Metadata-Version: 2.4
Name: cryptohound
Version: 0.1.0
Summary: Cryptographic discovery scanner: find quantum-vulnerable cryptography in your code and emit a CycloneDX CBOM.
Author: cryptoscan contributors
License: MIT
Project-URL: Homepage, https://github.com/your-org/cryptoscan
Project-URL: Issues, https://github.com/your-org/cryptoscan/issues
Keywords: pqc,post-quantum,cbom,cyclonedx,semgrep,cryptography,sbom
Classifier: Programming Language :: Python :: 3
Classifier: License :: OSI Approved :: MIT License
Classifier: Topic :: Security :: Cryptography
Requires-Python: >=3.9
Description-Content-Type: text/markdown
License-File: LICENSE
Requires-Dist: semgrep>=1.50
Requires-Dist: cyclonedx-python-lib<10,>=8
Provides-Extra: dev
Requires-Dist: pytest>=7; extra == "dev"
Requires-Dist: pytest-xdist>=3; extra == "dev"
Dynamic: license-file

# cryptohound

A cryptographic discovery scanner for the post-quantum migration. Point it at a
Python repository and it finds every use of cryptography that a future quantum
computer could break, then emits a **CycloneDX 1.6 CBOM** (cryptographic bill of
materials) and a **human-readable report**.

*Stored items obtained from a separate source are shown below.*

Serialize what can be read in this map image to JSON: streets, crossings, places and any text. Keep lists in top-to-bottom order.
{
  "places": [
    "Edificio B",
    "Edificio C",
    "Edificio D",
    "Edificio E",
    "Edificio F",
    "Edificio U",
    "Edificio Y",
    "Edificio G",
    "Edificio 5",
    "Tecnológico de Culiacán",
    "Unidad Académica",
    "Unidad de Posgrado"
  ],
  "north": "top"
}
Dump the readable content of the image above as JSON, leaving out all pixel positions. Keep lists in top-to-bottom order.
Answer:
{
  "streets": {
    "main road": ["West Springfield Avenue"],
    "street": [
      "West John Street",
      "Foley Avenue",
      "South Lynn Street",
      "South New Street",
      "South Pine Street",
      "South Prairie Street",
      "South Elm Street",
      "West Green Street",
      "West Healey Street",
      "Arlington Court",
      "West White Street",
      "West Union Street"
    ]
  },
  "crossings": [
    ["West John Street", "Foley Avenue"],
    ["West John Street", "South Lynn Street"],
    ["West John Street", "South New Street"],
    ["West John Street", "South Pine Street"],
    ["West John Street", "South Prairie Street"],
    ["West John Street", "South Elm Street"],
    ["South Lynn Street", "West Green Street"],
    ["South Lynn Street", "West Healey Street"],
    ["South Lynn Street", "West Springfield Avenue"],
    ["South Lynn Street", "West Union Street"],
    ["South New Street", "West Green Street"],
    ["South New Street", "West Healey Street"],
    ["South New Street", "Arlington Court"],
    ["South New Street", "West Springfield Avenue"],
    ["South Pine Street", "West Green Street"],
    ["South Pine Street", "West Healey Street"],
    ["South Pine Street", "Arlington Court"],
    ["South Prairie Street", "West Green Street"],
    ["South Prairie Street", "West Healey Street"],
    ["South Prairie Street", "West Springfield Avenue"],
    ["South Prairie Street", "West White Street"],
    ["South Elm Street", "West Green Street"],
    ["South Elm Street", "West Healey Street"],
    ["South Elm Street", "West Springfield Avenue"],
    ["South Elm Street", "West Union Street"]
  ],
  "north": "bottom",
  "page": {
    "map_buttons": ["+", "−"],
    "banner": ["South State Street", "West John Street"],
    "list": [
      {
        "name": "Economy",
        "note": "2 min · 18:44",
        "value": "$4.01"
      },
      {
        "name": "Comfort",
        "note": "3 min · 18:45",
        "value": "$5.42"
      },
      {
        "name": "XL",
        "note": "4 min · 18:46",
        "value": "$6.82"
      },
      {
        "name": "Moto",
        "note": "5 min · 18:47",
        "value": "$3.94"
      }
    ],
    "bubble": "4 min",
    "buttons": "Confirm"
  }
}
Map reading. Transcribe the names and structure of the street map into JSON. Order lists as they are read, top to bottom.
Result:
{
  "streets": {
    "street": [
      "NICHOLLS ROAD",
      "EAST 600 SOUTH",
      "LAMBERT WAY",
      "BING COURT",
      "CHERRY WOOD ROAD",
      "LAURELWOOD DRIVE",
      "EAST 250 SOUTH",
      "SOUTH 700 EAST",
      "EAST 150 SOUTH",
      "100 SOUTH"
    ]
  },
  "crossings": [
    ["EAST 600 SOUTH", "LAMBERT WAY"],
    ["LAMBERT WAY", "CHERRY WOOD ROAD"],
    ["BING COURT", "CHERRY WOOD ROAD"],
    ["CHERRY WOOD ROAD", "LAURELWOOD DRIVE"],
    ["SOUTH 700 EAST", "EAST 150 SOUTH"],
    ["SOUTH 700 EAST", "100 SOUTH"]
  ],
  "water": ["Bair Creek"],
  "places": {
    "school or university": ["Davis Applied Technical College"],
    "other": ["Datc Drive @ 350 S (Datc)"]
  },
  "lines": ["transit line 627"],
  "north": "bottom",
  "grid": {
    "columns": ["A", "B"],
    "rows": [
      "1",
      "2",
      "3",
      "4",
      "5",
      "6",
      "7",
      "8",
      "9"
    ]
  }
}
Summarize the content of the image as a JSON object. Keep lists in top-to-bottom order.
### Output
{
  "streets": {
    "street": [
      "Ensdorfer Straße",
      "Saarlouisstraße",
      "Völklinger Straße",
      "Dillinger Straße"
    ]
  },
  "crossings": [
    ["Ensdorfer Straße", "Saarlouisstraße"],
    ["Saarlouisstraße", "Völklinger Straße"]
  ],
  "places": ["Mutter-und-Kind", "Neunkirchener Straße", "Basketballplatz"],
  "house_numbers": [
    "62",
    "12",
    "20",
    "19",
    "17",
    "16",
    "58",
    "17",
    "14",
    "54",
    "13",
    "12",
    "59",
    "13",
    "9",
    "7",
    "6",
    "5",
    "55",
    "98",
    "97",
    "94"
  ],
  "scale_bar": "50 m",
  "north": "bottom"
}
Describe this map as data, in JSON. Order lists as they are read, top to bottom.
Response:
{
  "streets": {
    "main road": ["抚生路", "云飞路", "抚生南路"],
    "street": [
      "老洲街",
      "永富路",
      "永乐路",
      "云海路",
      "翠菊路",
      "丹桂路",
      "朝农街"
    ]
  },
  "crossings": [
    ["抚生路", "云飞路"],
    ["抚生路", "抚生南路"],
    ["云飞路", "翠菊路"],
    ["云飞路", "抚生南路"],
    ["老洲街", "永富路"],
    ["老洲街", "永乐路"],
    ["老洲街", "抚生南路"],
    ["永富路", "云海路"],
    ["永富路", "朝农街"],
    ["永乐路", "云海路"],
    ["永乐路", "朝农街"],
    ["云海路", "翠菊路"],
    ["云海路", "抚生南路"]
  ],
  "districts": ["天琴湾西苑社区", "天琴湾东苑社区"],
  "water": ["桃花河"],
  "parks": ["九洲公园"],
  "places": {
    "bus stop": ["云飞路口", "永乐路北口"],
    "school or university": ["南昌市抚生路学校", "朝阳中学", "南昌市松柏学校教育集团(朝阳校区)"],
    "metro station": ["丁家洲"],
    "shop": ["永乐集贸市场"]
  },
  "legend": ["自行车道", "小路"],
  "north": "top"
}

> **This finds problems. It does not fix them.** cryptohound is the
> "you can't migrate what you can't see" step: discovery and reporting only. It
> does not change your code, manage keys, or perform a migration.

## What it detects

Anything whose security rests on integer factorization or discrete logarithms —
the families Shor's algorithm breaks:

| Family | Detected via |
|--------|--------------|
| RSA | `cryptography`, `pycryptodome`/PyCrypto (incl. `pkcs1_15`/`pss`), `rsa`, `pyOpenSSL`, `paramiko` |
| DSA | `cryptography`, `pycryptodome`, `pyOpenSSL`, `paramiko` |
| ECDSA / EC | `cryptography`, `ecdsa`, `pycryptodome` (`DSS`), `paramiko` |
| EdDSA (Ed25519/Ed448) | `cryptography`, PyNaCl, `paramiko` |
| Diffie-Hellman (DH) | `cryptography` |
| ECDH (incl. X25519/X448) | `cryptography` |
| ElGamal | `pycryptodome` |
| JWT asymmetric algs (RS*/PS*/ES*/EdDSA) | PyJWT, python-jose, Authlib |
| Asymmetric private-key loading | `cryptography` (`load_*_private_key`) |

Detection works in two ways: **source-code patterns** (via a Semgrep rule pack)
and an optional **dependency-manifest scan** (`requirements*.txt`,
`pyproject.toml`, enabled with `--include-deps`) that flags known classical-crypto
libraries as a second, lower-confidence signal.

Rules are **fully qualified**, so Semgrep's import resolution only matches genuine
crypto-library calls — a local variable named `rsa` or a generic `generate_key()`
method is never flagged. On a labeled benchmark cryptohound scores **100% precision
and 100% recall**, and on a corpus of 107 real repositories it produced **zero
false positives**; see [EVALUATION.md](EVALUATION.md).

### What it deliberately does NOT flag

To keep false positives low, quantum-resistant primitives are ignored:
symmetric crypto at adequate sizes (**AES-128/256**) and **SHA-256/384/512**
hashing. JWT **HS\*** (HMAC) algorithms are likewise not flagged.

## Install

cryptohound uses [Semgrep](https://semgrep.dev) as its detection engine, which is
installed as a dependency.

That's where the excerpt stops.